IFRT prototype by will-cromar · Pull Request #5677 · pytorch/xla

will-cromar · 2023-10-05T17:40:52Z

Implement new ComputationClient with IFRT, which currently just wraps PJRT.
- Enable IFRT wrapper with XLA_USE_IFRT=1
Move PJRT client initialization into initialize_pjrt.cc/h since IFRT wraps the same PjRtClient.
Minor fixes to existing pjrt_computation_client:
- Make spmd_device_str const
- Change the owned PjRtClient to a unique_ptr. Only SE:TPU required us to use shared_ptr, which is now removed.

There's still some opportunities to refactor common functionality up to ComputationClient, but I'm trying to minimize changes to the high-level API for this PR.

IFRT is still highly experimental. Use at your own risk. See my comments below for caveats and limitations.

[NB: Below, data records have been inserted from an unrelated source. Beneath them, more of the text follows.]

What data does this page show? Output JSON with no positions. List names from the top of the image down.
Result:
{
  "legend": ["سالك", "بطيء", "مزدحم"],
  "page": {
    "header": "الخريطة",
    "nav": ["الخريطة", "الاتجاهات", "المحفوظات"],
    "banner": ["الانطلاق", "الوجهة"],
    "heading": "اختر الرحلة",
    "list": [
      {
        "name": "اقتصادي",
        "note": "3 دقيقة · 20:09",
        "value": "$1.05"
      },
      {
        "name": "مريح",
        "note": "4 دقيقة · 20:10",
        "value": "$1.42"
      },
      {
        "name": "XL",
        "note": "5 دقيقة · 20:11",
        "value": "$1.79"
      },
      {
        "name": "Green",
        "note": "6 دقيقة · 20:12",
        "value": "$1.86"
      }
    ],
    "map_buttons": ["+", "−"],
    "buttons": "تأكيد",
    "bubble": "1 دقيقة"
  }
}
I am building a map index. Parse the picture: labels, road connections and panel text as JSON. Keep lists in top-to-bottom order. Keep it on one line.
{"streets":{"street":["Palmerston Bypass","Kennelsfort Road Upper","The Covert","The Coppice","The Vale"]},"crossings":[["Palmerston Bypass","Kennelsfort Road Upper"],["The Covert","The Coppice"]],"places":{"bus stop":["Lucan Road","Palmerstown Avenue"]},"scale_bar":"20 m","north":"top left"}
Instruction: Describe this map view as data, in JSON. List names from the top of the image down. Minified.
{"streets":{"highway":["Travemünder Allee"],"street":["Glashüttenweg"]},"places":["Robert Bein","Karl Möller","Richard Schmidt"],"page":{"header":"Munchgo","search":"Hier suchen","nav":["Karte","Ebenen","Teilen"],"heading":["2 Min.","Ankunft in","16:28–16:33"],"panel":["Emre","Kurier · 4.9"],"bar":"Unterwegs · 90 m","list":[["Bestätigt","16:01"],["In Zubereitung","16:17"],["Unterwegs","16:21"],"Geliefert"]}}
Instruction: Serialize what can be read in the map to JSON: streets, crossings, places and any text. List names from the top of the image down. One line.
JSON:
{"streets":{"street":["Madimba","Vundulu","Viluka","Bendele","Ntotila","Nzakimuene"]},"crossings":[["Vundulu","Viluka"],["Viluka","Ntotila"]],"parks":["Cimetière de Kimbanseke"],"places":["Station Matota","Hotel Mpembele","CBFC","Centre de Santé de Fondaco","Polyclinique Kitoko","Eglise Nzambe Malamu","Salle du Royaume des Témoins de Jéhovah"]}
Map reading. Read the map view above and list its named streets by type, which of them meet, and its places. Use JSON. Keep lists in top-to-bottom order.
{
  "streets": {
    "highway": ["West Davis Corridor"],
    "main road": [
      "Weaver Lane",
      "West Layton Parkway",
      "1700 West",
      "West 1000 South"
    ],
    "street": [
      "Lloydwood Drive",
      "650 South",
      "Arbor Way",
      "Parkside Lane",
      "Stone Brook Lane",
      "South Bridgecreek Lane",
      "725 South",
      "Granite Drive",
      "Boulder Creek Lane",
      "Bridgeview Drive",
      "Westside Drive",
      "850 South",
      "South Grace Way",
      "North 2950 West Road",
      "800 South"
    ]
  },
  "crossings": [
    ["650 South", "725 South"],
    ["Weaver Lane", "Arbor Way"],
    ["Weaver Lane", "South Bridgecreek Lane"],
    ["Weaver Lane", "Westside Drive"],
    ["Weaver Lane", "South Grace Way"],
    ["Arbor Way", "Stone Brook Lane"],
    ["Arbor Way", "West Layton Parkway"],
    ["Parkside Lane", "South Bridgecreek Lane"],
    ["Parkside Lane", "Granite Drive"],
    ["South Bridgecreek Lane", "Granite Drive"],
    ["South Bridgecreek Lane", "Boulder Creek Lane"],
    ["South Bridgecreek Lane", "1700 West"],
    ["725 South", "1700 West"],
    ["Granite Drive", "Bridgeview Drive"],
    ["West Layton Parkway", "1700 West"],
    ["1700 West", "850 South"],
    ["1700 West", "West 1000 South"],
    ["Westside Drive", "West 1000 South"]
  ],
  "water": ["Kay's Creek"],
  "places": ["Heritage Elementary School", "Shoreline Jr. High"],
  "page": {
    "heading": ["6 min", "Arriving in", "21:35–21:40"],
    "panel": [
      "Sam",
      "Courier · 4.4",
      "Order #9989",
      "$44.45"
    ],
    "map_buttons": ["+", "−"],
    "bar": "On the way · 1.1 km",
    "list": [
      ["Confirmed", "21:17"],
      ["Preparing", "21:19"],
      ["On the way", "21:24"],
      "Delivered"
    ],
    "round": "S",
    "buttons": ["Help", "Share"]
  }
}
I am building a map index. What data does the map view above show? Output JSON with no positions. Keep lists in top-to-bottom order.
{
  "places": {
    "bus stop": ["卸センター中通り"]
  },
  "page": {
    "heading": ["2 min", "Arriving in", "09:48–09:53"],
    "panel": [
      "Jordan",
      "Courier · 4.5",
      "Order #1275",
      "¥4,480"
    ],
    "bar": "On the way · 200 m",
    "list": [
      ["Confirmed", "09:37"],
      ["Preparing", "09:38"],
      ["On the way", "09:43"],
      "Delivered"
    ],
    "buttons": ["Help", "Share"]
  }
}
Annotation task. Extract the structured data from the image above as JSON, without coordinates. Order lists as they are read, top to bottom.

will-cromar · 2023-10-19T23:43:07Z

At this point, I am able to run our SPMD ResNet50 example successfully, but it's extremely slow. Any case where I resharded an array, I chose "copy" semantics for safety. I'll have to take another pass and carefully think through the ownership of the underlying data, since the excessive copies are likely contributing to poor performance.

Sharded execution does not appear to be implemented at all within the IFRT/PJRT wrapper, so I marked that method unimplemented for now. Likewise, I xla::ifrt::HloSharding (a wrapper over xla::HloSharding) is not implemented in the wrapper, so we'll have to carry the xla::OpSharding in our own object for now.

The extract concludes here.